While he was attending middle school in India, two of Indira Gandhi's Sikh bodyguards assassinated her. Through the actions of a Hindu neighbor, Singh's family escaped the Hindu gang violence of the ensuing anti-Sikh riots in which thousands of Sikhs were killed. The memories of these pogroms left a lasting effect on Singh.

After high school, Singh relocated to Los Angeles where he encountered ridicule of his Sikh appearance. While attending college at the University of California, Santa Barbara, Singh felt inundated with being stereotyped and subsequently doffed his turban and cut his long hair, unshorn since birth. He later obtained a master's degree in public health at University of California, Berkeley. In 2000, Singh relocated to the East Coast of the United States to work as a software engineer. After exploring philosophy and other religions, he came back to Sikhism and began wearing his turban again in August 2001.

After the September 11, 2001 attacks, Singh started to draw comics as a way to promote tolerance. He frequently drew upon his own experiences of being discriminated against as a Sikh for his comics. In 2002, he started his own comic website.

In 2011, Singh went to New York Comic Con where he unveiled his newest poster creation - Sikh Captain America - a variation on Captain America but with a dastar turban and beard. After the 2012 Wisconsin Sikh temple shooting, Singh was inspired to do something to combat hate crimes and discrimination, especially against Sikh. He wrote an op-ed in the Seattle Times about how superhero narratives can combat hate speech. Singh also decided to embody his 2011 creation by cosplaying as Sikh Captain America as a way to start conversations on tolerance and raise awareness about the Sikh community. Singh was interviewed on December 1, 2013, about his Sikh Captain America by Melissa Harris-Perry. When Singh was cosplaying Sikh Captain America he met then film students Ryan Westra, Ben Fischinger and Matthew Rogers. The students pitched an idea to Singh that would later become the 2014 movie short "Red, White, and Beard," where he would walk around New York City for three whole days and that they would film his experience.
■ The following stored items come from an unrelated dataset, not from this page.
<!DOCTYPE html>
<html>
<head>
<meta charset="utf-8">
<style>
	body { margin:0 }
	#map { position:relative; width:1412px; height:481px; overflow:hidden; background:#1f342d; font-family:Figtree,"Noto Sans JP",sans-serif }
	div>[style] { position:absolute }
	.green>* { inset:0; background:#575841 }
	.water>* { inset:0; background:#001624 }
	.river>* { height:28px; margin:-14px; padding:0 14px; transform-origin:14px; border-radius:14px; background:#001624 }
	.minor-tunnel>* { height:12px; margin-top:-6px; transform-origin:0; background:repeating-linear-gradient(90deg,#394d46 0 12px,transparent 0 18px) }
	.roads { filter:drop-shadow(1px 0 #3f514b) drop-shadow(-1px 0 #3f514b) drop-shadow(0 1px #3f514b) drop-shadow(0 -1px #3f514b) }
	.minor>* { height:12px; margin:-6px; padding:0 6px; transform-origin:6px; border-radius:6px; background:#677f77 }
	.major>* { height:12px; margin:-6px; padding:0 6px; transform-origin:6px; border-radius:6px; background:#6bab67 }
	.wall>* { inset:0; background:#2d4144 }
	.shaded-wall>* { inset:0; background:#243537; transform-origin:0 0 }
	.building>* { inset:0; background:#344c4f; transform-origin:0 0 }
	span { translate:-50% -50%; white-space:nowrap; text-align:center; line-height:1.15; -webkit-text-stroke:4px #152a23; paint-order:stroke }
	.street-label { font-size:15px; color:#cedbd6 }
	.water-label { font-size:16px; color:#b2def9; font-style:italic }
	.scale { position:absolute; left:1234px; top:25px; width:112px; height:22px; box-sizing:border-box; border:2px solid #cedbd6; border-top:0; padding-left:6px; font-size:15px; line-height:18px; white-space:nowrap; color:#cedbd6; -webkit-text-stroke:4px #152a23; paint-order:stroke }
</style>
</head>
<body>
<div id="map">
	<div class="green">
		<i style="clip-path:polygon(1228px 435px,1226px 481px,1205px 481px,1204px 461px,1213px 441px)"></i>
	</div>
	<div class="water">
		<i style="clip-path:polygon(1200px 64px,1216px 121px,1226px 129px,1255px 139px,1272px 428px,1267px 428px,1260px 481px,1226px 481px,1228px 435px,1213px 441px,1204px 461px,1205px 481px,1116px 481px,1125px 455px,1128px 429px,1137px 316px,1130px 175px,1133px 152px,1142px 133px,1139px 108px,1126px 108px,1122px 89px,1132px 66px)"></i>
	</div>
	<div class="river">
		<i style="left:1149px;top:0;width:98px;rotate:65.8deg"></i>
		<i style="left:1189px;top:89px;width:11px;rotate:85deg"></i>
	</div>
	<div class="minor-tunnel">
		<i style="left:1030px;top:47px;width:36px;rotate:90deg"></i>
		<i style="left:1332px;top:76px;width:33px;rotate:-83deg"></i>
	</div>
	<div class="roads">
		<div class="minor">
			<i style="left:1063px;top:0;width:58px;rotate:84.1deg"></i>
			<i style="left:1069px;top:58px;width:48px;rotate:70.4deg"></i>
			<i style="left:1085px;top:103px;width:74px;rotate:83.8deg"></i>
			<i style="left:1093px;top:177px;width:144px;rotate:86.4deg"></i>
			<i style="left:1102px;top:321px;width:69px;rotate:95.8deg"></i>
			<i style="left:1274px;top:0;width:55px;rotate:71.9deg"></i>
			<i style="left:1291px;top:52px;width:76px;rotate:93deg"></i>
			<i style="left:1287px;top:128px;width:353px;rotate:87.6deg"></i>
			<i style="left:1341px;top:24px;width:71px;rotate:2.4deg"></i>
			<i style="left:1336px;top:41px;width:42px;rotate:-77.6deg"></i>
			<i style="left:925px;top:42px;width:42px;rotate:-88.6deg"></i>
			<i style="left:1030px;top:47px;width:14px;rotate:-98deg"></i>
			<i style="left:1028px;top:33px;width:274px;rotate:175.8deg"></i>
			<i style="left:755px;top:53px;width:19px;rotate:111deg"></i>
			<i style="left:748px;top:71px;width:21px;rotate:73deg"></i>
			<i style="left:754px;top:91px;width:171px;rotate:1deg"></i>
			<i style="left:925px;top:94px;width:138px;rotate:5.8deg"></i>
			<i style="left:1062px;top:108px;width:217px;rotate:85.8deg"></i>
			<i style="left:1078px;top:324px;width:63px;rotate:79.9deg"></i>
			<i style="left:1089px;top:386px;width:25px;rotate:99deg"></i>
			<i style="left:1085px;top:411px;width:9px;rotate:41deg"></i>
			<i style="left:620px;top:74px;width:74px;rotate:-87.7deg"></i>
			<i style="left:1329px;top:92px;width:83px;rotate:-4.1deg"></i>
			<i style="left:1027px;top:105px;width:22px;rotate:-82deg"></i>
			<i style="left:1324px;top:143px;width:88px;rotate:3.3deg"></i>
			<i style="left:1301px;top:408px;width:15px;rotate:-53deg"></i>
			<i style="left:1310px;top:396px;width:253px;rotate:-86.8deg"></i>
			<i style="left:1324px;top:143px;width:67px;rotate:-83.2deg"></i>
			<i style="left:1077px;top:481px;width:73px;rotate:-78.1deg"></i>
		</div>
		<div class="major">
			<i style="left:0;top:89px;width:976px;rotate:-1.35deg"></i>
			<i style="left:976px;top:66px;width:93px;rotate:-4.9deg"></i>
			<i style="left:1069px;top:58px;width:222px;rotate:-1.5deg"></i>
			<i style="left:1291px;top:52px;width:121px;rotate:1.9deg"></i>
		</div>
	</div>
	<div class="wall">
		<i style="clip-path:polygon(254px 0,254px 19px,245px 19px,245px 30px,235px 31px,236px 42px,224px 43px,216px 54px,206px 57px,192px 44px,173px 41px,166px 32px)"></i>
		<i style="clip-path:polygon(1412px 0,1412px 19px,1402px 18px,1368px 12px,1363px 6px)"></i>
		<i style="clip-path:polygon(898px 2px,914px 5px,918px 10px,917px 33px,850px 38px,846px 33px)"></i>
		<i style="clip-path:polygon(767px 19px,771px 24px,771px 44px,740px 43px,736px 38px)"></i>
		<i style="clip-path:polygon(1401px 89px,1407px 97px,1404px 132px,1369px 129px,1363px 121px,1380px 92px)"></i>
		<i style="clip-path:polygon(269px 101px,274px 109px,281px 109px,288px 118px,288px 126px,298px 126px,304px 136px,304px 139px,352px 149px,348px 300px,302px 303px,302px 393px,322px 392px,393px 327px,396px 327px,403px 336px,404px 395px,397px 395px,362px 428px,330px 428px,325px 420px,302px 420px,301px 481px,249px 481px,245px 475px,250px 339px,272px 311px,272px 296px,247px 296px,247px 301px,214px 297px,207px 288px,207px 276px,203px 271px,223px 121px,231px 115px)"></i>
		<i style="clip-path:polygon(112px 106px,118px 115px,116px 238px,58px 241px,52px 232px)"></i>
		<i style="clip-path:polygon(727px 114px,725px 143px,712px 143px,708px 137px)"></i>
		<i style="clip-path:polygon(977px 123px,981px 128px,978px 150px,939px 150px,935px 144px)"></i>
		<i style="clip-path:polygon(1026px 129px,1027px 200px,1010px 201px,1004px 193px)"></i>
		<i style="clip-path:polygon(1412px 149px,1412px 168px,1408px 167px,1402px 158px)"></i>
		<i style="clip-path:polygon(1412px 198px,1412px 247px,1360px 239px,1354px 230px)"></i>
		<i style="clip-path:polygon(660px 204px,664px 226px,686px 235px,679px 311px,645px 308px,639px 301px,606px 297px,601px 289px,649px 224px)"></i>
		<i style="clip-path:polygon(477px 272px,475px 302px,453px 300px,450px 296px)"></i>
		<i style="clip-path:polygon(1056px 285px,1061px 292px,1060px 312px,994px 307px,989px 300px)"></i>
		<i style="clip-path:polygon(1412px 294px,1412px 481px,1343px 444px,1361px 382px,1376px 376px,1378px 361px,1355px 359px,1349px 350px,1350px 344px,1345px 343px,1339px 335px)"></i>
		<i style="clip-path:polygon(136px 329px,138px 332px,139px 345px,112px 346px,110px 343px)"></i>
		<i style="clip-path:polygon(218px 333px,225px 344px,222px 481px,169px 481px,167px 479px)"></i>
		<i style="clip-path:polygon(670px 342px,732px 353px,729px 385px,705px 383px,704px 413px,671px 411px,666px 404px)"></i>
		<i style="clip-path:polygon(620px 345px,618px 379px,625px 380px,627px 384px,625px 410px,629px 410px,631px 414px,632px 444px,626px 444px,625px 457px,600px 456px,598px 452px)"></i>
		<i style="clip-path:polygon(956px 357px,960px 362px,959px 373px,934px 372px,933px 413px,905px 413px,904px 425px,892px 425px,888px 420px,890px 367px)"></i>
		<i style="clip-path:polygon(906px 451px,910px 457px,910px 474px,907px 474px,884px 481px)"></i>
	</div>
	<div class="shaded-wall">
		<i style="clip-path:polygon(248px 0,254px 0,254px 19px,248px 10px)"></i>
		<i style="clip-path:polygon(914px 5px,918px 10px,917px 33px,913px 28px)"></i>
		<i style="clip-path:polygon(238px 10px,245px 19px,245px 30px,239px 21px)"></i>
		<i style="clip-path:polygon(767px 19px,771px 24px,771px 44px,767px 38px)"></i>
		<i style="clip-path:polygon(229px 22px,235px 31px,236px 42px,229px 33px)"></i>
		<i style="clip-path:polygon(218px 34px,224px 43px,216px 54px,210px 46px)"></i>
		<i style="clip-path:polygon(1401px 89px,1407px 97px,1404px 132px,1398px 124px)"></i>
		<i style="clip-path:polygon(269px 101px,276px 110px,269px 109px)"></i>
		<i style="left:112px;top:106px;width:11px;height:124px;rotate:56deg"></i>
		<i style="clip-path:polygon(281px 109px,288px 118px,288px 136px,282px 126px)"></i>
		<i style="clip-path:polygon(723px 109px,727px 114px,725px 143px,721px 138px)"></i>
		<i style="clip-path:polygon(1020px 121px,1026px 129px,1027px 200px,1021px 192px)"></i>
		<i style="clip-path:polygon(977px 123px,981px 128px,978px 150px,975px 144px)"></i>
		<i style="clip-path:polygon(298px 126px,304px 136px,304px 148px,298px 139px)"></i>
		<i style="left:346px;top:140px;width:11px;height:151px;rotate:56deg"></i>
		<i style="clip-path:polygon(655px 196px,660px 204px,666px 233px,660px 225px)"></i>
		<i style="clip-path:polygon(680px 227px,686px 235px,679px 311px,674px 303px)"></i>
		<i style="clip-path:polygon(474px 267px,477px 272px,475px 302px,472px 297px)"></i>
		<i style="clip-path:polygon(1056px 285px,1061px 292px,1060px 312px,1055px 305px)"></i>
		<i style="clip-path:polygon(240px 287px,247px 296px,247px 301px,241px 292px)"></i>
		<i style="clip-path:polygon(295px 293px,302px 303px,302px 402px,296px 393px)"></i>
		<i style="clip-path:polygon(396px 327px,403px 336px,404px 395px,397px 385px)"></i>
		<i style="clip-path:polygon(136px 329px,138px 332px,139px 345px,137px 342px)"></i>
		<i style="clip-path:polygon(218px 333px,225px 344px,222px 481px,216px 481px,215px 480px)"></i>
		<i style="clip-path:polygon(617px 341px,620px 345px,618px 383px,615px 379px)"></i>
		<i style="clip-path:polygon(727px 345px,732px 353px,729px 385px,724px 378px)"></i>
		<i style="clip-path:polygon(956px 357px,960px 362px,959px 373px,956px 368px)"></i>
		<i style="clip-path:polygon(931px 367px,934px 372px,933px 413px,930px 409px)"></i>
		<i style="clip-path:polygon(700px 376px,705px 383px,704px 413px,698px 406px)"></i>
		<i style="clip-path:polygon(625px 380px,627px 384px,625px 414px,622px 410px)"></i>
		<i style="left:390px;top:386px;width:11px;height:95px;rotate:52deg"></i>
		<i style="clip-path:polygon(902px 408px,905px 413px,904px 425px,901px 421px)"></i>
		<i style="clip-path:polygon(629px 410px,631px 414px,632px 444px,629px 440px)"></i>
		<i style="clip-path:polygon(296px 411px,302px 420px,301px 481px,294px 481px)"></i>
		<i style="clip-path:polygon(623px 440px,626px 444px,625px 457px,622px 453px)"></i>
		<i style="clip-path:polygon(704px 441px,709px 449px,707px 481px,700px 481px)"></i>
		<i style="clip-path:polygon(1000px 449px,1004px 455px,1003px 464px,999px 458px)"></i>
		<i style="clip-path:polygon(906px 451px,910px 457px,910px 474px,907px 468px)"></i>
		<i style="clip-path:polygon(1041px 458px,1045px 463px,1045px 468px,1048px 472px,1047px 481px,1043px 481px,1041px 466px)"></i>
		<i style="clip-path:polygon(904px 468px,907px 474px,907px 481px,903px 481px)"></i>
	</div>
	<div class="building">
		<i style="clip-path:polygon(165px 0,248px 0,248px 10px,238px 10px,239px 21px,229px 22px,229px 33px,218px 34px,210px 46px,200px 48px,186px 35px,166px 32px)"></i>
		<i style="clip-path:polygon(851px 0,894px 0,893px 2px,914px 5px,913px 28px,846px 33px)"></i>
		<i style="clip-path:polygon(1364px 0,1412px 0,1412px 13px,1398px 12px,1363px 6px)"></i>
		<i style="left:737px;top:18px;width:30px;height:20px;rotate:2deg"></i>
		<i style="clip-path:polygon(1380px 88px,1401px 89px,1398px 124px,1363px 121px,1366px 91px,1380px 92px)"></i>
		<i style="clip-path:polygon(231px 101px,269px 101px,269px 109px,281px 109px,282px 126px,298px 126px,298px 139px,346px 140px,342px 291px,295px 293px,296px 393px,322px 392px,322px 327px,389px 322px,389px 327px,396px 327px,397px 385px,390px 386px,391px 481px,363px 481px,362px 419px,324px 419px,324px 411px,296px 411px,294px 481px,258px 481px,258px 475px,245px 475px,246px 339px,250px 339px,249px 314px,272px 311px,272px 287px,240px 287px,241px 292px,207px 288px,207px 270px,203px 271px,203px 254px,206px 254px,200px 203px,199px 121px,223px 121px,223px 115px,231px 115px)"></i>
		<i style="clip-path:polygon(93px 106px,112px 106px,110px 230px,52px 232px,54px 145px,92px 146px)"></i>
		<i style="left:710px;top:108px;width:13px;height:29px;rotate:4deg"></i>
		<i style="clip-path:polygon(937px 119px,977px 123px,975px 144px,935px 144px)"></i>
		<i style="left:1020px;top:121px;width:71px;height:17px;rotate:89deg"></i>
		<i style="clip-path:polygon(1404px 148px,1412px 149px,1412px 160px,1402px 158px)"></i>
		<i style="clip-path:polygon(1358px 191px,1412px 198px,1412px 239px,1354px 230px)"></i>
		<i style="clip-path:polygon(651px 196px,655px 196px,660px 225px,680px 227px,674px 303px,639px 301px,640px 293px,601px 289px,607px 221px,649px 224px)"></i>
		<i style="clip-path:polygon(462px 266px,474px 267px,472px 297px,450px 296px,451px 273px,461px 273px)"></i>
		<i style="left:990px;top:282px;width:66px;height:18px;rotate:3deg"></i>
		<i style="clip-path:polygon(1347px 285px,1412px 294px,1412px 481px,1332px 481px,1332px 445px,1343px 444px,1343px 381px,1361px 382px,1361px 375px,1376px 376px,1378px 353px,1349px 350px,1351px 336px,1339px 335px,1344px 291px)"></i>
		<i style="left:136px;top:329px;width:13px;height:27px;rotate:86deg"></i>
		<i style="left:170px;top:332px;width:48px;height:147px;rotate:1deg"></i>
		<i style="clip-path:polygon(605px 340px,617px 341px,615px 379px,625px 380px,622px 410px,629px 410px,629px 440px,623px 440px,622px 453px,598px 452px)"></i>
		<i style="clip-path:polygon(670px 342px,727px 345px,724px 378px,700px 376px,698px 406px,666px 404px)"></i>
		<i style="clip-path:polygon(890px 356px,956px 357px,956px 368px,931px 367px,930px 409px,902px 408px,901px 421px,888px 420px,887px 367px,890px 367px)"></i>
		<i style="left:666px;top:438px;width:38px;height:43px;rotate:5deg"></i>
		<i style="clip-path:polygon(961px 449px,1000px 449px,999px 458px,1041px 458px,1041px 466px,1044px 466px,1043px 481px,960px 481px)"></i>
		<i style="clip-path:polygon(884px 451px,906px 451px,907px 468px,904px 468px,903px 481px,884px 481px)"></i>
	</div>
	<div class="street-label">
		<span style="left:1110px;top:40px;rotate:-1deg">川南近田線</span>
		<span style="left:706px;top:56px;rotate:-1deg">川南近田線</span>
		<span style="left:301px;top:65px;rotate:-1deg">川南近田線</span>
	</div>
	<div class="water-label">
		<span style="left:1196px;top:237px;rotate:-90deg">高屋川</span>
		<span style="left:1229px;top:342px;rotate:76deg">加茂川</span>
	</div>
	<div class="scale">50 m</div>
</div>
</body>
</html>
In 2016, Singh was featured in "The Sikh Project,” a pop-up gallery exhibit in SoHo that highlighted 38 portraits of Sikh-American men and women. In 2018, Singh contributed to the New York's Smithsonian Asian Pacific American Center exhibit “CTRL+ALT: A Culture Lab on Imagined Futures." Singh had his exhibit “Wham! Bam! Pow! – Cartoons, Turbans & Confronting Hate” on view at the Wing Luke Museum from May 4, 2018, to February 24, 2019. Singh is also featured in the 2022 anthology We Are Here: 30 Inspiring Asian Americans and Pacific Islanders Who Have Shaped the United States by Naomi Hirahara and published by the Smithsonian Institution and Running Press Kids.

In 2023, Singh's documentary American Sikh was showcased at Chicago International Film Festival.